Your goal:
Starting at the first line of the entries, extract each line up to and including the one that contains "2px #bcc0bd) drop-shadow(0", but leave out the pictures.

Stored items:
***

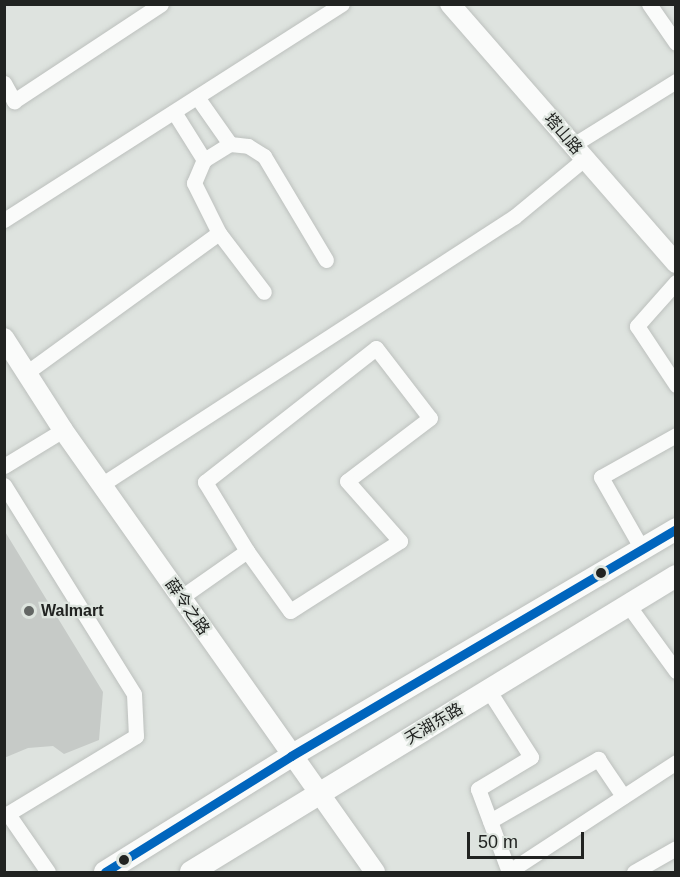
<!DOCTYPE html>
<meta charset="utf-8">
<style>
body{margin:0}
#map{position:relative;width:680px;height:877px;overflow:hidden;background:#dee3df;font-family:Arial,"Noto Sans SC",sans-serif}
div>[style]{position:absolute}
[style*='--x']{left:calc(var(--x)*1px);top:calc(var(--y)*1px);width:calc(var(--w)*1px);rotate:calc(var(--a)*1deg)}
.building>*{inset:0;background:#c6cac7}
.roads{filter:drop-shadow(0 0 2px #bcc0bd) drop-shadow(0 0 2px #bcc0bd)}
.minor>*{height:15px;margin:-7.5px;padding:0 7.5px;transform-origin:7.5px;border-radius:7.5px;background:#fafbfa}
.tertiary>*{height:20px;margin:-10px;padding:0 10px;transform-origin:10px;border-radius:10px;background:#fafbfa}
.secondary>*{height:22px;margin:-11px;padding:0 11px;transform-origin:11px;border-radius:11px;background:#fafbfa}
.bus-1>*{height:9px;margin:-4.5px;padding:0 4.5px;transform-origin:4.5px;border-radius:4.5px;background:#0065bd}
.dots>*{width:16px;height:16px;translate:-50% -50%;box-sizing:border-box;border:3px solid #dde4de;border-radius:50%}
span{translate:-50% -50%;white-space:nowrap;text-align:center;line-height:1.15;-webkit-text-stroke:4.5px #dde4de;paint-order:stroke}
.street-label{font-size:16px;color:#212321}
.poi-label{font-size:16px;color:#212321;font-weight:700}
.left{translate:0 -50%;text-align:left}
.frame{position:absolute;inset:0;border:6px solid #212321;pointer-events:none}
.scale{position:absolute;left:467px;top:832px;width:117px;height:27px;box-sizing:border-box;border:3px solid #212321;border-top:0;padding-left:8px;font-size:18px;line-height:21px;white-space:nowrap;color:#212321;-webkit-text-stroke:4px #dde4de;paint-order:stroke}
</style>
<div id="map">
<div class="building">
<div style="clip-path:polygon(4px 530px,103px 692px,99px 740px,64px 754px,53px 746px,28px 748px,4px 758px)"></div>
</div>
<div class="roads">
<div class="minor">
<div style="--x:649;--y:4;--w:47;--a:55.3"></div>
<div style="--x:4;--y:83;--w:21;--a:61"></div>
<div style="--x:14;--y:101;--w:176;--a:-33.4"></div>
<div style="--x:197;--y:97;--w:57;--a:54.9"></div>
<div style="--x:174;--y:112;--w:57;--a:58"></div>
<div style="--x:573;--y:145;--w:121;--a:-31.9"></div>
<div style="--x:4;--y:220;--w:401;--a:-32.6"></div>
<div style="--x:219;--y:233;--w:74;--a:52.7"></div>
<div style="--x:676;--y:282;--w:59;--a:131.6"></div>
<div style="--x:637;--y:326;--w:71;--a:56.5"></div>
<div style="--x:26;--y:373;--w:238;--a:-36"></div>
<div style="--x:219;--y:233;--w:56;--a:-116.6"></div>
<div style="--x:194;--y:183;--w:25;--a:-67"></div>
<div style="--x:204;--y:160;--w:31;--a:-32"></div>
<div style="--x:230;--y:144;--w:18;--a:6"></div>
<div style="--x:248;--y:146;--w:19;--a:32"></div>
<div style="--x:264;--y:156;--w:121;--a:59.2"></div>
<div style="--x:4;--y:466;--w:69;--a:-31.4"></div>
<div style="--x:4;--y:485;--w:246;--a:58.1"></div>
<div style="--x:134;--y:694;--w:42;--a:87.3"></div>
<div style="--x:136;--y:736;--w:154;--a:148.8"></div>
<div style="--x:101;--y:485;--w:492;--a:-33"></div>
<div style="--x:514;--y:217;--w:91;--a:-39.6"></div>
<div style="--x:642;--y:549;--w:83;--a:-119.7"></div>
<div style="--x:601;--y:477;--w:86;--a:-29.2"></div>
<div style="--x:180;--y:598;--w:82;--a:-35"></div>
<div style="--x:247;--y:551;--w:81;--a:-121.3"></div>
<div style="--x:205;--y:482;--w:217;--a:-38.1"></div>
<div style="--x:376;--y:348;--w:88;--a:52.4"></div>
<div style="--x:430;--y:418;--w:104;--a:142.8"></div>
<div style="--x:347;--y:481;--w:80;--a:48.5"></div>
<div style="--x:400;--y:541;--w:130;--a:147.5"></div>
<div style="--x:290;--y:611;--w:74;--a:-125.6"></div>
<div style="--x:628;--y:605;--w:82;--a:54"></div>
<div style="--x:489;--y:691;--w:78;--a:57.5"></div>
<div style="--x:531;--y:757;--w:62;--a:148.9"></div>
<div style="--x:478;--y:789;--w:89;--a:69.5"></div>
<div style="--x:8;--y:814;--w:70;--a:55.4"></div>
<div style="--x:490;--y:821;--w:125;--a:-29.9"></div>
<div style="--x:598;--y:759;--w:45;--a:56"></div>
<div style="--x:508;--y:872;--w:201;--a:-33.2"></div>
<div style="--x:634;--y:872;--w:48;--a:-29.7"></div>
</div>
<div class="tertiary">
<div style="--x:450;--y:4;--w:344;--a:48.9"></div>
<div style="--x:4;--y:338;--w:109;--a:57.3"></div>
<div style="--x:63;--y:430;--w:541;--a:54.78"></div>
</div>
<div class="secondary">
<div style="--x:105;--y:872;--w:219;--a:-31.9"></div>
<div style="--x:291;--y:756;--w:447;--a:-30.5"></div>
<div style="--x:191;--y:872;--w:568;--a:-31.4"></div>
</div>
</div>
<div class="bus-1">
<div style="--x:105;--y:872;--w:219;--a:-31.9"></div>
<div style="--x:291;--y:756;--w:447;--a:-30.5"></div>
</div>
<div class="dots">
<div style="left:601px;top:573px;background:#212321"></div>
<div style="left:29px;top:611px;background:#636664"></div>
<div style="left:124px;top:860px;background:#212321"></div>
</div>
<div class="street-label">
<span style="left:563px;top:134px;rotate:49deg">塔山路</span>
<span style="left:187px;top:607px;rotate:55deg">薛令之路</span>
<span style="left:434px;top:724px;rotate:-31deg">天湖东路</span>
</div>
<div class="poi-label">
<span class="left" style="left:41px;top:611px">Walmart</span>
</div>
<div class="frame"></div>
<div class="scale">50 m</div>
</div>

***

Expected output:
<!DOCTYPE html>
<meta charset="utf-8">
<style>
body{margin:0}
#map{position:relative;width:680px;height:877px;overflow:hidden;background:#dee3df;font-family:Arial,"Noto Sans SC",sans-serif}
div>[style]{position:absolute}
[style*='--x']{left:calc(var(--x)*1px);top:calc(var(--y)*1px);width:calc(var(--w)*1px);rotate:calc(var(--a)*1deg)}
.building>*{inset:0;background:#c6cac7}
.roads{filter:drop-shadow(0 0 2px #bcc0bd) drop-shadow(0 0 2px #bcc0bd)}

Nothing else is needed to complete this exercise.